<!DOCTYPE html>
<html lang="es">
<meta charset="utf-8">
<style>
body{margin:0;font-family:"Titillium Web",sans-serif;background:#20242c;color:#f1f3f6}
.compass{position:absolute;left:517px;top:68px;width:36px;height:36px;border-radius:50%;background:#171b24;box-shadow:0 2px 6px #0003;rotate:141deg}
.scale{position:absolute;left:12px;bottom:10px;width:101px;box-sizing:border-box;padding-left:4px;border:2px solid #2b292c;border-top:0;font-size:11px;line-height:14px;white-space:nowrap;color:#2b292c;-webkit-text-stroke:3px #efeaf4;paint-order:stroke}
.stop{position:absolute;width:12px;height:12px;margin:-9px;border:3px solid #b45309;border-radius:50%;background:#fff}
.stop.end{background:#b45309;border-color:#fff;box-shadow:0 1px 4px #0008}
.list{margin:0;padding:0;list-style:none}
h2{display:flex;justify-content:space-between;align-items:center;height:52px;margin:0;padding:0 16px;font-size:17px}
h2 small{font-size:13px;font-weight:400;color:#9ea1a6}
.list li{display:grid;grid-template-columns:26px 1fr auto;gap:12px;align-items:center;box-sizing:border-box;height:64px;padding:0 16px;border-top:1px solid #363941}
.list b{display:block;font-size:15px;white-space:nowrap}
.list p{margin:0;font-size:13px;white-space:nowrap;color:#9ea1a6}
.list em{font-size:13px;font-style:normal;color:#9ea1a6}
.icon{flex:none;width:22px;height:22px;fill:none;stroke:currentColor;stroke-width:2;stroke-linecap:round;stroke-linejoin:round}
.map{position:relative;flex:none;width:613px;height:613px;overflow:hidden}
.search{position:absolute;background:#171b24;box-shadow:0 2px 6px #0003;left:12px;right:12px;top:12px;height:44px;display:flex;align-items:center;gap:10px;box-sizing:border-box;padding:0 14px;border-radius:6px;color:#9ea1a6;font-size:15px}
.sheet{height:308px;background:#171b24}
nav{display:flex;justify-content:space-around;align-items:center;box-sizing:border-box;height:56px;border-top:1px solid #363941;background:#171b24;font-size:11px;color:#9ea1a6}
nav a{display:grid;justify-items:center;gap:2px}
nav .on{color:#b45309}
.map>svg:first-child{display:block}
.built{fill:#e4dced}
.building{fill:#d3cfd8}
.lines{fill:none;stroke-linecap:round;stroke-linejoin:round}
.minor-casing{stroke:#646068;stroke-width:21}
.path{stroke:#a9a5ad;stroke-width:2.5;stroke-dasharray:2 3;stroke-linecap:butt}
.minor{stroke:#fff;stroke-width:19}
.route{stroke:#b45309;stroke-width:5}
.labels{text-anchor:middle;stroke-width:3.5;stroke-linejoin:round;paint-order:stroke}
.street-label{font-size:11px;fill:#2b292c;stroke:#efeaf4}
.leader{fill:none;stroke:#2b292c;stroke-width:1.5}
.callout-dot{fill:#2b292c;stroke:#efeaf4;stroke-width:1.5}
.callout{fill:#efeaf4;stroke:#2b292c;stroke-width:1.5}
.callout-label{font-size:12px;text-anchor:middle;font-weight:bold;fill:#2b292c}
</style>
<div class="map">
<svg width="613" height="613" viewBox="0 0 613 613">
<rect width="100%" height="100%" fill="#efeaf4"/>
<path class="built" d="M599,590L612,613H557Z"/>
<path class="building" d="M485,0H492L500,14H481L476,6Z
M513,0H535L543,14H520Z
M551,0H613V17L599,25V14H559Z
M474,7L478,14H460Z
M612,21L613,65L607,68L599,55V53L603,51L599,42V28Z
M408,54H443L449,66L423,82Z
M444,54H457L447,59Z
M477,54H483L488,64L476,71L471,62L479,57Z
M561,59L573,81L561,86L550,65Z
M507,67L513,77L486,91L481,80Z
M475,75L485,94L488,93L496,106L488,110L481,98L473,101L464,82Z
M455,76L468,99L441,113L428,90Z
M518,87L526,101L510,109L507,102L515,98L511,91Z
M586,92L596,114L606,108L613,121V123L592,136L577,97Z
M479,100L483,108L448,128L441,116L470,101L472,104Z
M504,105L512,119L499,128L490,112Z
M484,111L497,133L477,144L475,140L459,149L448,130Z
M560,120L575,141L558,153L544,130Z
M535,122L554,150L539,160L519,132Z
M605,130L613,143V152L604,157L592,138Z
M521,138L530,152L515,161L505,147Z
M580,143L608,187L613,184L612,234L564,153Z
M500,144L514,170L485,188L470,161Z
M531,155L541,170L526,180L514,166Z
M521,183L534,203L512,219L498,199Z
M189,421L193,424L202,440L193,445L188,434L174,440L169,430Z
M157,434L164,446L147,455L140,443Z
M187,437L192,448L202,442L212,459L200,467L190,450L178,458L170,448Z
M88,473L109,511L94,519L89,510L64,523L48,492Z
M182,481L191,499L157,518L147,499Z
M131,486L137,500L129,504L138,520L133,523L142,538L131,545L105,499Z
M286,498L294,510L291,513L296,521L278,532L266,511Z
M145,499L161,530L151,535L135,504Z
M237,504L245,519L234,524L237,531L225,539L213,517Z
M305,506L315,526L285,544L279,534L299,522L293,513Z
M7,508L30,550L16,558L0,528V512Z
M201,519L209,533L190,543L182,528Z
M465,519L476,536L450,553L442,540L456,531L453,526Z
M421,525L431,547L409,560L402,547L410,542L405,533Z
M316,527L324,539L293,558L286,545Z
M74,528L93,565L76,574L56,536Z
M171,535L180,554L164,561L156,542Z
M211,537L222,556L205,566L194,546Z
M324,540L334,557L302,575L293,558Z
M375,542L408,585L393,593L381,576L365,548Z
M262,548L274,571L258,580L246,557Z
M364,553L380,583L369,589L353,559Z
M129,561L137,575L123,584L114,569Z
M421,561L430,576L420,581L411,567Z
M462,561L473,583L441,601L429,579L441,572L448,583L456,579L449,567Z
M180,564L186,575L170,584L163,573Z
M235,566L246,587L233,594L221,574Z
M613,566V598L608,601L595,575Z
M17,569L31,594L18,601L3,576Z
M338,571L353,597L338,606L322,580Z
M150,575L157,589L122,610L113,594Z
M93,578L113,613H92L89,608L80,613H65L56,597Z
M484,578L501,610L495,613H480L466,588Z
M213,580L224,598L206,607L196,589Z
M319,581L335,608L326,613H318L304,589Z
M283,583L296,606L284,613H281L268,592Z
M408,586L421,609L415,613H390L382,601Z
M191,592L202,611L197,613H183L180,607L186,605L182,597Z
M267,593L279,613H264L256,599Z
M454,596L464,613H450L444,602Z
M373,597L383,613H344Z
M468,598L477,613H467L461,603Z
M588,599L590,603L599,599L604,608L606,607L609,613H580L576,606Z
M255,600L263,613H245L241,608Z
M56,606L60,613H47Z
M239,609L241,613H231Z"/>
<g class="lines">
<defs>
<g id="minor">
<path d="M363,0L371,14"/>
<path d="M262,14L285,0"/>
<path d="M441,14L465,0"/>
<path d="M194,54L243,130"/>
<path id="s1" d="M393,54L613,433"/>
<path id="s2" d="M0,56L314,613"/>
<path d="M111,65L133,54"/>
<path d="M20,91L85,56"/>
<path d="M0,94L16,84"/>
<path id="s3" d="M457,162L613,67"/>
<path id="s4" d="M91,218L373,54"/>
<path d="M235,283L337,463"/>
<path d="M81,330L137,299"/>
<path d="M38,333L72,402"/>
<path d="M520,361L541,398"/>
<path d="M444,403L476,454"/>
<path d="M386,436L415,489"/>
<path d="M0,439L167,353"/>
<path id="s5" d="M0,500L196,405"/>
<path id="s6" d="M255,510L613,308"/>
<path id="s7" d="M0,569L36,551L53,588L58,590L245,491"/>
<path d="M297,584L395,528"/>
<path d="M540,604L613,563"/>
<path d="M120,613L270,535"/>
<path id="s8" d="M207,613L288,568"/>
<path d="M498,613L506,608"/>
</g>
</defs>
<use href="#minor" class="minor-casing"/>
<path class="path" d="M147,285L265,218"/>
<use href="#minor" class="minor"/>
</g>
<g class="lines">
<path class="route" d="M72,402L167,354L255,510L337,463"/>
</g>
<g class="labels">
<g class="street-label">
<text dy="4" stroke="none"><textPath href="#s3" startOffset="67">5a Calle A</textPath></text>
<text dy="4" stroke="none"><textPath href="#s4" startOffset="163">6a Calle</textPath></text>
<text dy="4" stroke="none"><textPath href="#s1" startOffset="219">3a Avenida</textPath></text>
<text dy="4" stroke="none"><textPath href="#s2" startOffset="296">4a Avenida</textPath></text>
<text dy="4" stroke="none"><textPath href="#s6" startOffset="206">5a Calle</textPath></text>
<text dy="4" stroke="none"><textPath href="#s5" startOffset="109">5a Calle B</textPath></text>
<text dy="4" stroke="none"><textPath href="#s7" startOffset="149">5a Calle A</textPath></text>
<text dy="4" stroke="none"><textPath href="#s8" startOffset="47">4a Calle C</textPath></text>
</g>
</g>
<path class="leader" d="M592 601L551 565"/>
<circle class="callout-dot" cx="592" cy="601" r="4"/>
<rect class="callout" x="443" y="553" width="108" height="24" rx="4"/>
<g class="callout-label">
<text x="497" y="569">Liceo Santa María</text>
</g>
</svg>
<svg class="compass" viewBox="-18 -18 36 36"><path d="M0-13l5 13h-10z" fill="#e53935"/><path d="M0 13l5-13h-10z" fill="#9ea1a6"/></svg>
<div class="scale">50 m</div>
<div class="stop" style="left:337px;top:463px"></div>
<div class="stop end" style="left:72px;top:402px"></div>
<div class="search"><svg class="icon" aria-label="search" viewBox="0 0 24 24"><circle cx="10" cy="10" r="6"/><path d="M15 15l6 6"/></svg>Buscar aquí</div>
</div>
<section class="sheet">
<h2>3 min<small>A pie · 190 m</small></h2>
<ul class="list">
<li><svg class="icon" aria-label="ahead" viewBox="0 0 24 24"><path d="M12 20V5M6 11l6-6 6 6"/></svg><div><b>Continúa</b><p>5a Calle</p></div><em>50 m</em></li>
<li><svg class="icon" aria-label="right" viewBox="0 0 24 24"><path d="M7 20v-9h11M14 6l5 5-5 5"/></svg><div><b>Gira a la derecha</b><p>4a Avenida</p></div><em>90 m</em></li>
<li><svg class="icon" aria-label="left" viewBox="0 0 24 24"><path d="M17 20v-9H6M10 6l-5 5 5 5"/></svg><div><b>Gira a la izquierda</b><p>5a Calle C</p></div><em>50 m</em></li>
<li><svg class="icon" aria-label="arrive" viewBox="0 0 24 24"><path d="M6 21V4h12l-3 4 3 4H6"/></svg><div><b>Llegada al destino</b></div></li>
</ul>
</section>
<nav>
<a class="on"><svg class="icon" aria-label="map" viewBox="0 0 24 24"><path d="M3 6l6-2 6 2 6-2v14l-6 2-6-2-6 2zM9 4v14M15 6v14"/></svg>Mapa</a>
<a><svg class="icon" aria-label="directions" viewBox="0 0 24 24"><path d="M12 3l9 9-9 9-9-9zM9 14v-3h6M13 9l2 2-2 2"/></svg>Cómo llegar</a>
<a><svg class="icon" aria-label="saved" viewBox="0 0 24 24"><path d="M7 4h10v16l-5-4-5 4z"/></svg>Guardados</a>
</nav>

* TASK OBJECTIVE: Go through the records and gather the lines that hold "nowrap".

* SOLUTION BELOW:
.scale{position:absolute;left:12px;bottom:10px;width:101px;box-sizing:border-box;padding-left:4px;border:2px solid #2b292c;border-top:0;font-size:11px;line-height:14px;white-space:nowrap;color:#2b292c;-webkit-text-stroke:3px #efeaf4;paint-order:stroke}
.list b{display:block;font-size:15px;white-space:nowrap}
.list p{margin:0;font-size:13px;white-space:nowrap;color:#9ea1a6}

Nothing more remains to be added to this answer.